When a perinephric infection ruptures through the Gerota fascia into the pararenal space, it leads to the formation of a paranephric abscess. Paranephric abscesses may also be caused by infectious disorders of the intestine, pancreas, liver, gall bladder, prostate, and pleural cavity, and they may be caused by osteomyelitis of adjacent ribs or vertebrae. Sometimes, with a superimposed infection, a perirenal hematoma can progress to a perinephric abscess.



Perinephric abscess may boccur as a complication of urinary tract infections. Escherichia coli, Proteus species, and Staphylococcus aureus are the usual pathogens. Perinephric abscesses due to S aureus are usually secondary to hematogenous seeding of infection. [6] The use of antibiotics for skin and wound infections has decreased the incidence of staphylococcal infection from 45% to 6% over the last 6 decades. However, this rate has increased from 8% to 30% for E coli infections and from 4% to 44% for Proteus mirabilis infection. Other gram-negative bacteria that can cause this infection include Klebsiella, Enterobacter, Pseudomonas, Serratia, and Citrobacterspecies.

Although C koseri has been isolated with increased frequency from the urine of hospitalized patients, fewer than 6 reported cases of renal or perinephric abscess have been attributed to this opportunistic infection. [7] Risk factors for this pathogen include diabetes, the presence of an indwelling Foley catheter, and a history of genitourinary instrumentation or obstruction. [8]

Occasionally, perinephric abscess may be caused by enterococci. Streptococcus infection (Group B, S pneumoniae)has been reported. [5, 9] Anaerobes such as Clostridium, Bacteroides, and Actinomyces can be present in as many as 25% of cases.

Perinephric abscess secondary to Candida infection usually occurs in patients with diabetes. Predisposing factors include surgery (including kidney transplantation [10] ) and prolonged antibiotic therapy.

Splenectomy may increase the risk of perinephric abscess. A population-based retrospective cohort study from Taiwan found that the adjusted hazard ratio (HR) of renal and perinephric abscesses was 2.24 for the splenectomy group compared with the non-splenectomy group. The adjusted HR was markedly increased, to 7.69, for splenectomized persons with diabetes mellitus. [11]  



The incidence of perinephric abscess ranges from 1-10 cases for every 10,000 hospital admissions. Men and women are affected with equal frequency. Patients with diabetes mellitus account for one third of all perinephric abscess cases. [12]

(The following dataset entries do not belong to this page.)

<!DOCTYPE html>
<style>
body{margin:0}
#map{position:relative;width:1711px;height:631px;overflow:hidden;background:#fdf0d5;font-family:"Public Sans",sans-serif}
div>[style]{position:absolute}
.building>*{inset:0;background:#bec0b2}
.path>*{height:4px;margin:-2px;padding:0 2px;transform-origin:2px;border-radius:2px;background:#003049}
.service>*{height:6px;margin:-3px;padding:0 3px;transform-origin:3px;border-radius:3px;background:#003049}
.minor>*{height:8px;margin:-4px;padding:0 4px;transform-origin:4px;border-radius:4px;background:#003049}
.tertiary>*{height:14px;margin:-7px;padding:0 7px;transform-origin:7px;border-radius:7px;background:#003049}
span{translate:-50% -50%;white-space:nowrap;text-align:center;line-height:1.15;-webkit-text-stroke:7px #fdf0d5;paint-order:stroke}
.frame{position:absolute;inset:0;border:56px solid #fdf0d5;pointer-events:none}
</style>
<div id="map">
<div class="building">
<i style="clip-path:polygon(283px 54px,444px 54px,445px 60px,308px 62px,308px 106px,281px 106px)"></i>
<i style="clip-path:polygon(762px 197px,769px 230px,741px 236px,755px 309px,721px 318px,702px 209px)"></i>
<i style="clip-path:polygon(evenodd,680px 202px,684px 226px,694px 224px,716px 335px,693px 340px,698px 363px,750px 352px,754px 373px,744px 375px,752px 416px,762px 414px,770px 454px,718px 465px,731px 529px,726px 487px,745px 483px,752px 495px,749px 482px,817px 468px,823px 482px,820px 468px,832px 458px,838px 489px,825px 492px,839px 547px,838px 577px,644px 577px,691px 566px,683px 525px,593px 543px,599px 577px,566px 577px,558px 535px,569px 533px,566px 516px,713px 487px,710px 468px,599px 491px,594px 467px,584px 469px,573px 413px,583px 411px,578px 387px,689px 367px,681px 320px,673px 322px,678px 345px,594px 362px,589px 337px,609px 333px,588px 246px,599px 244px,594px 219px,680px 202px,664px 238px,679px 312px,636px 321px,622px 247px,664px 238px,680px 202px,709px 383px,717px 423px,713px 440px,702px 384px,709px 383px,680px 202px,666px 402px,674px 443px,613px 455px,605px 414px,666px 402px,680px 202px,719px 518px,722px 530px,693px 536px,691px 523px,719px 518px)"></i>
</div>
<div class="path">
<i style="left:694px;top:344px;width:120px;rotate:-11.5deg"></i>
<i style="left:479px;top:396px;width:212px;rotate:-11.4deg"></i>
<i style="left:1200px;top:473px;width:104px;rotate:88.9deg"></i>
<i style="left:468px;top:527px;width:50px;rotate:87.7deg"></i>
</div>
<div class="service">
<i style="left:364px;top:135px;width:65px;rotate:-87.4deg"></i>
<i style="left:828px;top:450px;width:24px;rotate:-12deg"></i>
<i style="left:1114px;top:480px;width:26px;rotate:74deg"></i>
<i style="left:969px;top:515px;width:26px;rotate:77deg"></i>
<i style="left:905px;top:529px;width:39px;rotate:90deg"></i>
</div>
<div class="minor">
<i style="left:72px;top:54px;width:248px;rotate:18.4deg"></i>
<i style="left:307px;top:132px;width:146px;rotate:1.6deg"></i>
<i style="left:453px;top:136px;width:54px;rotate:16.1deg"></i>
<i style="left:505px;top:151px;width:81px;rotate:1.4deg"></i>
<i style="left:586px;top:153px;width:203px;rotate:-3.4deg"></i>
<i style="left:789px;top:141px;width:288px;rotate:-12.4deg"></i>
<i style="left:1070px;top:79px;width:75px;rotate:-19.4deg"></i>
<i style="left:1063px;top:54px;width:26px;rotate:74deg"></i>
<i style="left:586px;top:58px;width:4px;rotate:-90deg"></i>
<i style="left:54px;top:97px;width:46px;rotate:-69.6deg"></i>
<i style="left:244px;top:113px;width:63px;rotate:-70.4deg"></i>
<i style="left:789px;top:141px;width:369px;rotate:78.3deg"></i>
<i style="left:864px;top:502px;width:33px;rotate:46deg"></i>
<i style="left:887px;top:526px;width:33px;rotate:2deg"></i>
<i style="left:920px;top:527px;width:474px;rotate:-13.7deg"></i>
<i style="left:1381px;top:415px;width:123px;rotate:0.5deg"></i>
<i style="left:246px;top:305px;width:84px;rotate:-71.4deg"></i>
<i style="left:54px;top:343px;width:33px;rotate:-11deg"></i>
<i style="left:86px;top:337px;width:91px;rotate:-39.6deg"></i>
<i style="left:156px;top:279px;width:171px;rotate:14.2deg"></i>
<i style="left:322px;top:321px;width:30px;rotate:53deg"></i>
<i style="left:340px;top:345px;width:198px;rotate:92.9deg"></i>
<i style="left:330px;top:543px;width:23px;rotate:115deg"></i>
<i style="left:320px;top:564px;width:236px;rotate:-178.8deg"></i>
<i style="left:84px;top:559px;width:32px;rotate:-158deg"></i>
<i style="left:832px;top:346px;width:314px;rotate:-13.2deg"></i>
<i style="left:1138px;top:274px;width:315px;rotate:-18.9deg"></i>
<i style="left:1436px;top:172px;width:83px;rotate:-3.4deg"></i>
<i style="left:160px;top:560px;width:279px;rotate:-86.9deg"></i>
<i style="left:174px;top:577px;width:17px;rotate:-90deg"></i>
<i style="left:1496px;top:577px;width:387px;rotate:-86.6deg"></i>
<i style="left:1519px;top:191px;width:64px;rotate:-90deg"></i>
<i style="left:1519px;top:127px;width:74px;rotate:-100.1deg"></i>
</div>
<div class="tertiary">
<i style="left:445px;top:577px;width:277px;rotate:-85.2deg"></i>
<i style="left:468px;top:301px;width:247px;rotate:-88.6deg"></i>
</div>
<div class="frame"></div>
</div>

Perinephric abscess is a life-threatening entity, with a mortality rate of up to 56%. Even with modern surgical therapy, the mortality rate is 8-22% and significant morbidity occurs in 35% of patients. The high morbidity and mortality rates are partly due to long delays in diagnosis and the comorbid conditions in these patients. Diagnosis may be delayed because the findings on history and physical examination are typically nonspecific. 

Factors associated with higher mortality rate include the following:

  • More severe illness and sepsis
  • Urinary tract obstruction
  • Lethargy
  • Higher temperature (> 104°F)
  • The presence of additional underlying diseases and related conditions, such as diabetic ketoacidosis
  • Obscure presentation
  • White blood cell count greater than 25,000 cells/μL
  • High blood urea nitrogen (BUN) level 
  • Positive blood cultures
  • Diagnostic delay
  • Previous urinary tract infections

Early diagnosis, immediate drainage, and antibiotic therapy can markedly reduce mortality rates. Criteria for successful treatment include the presence of negative cultures and the resolution of any underlying obstruction.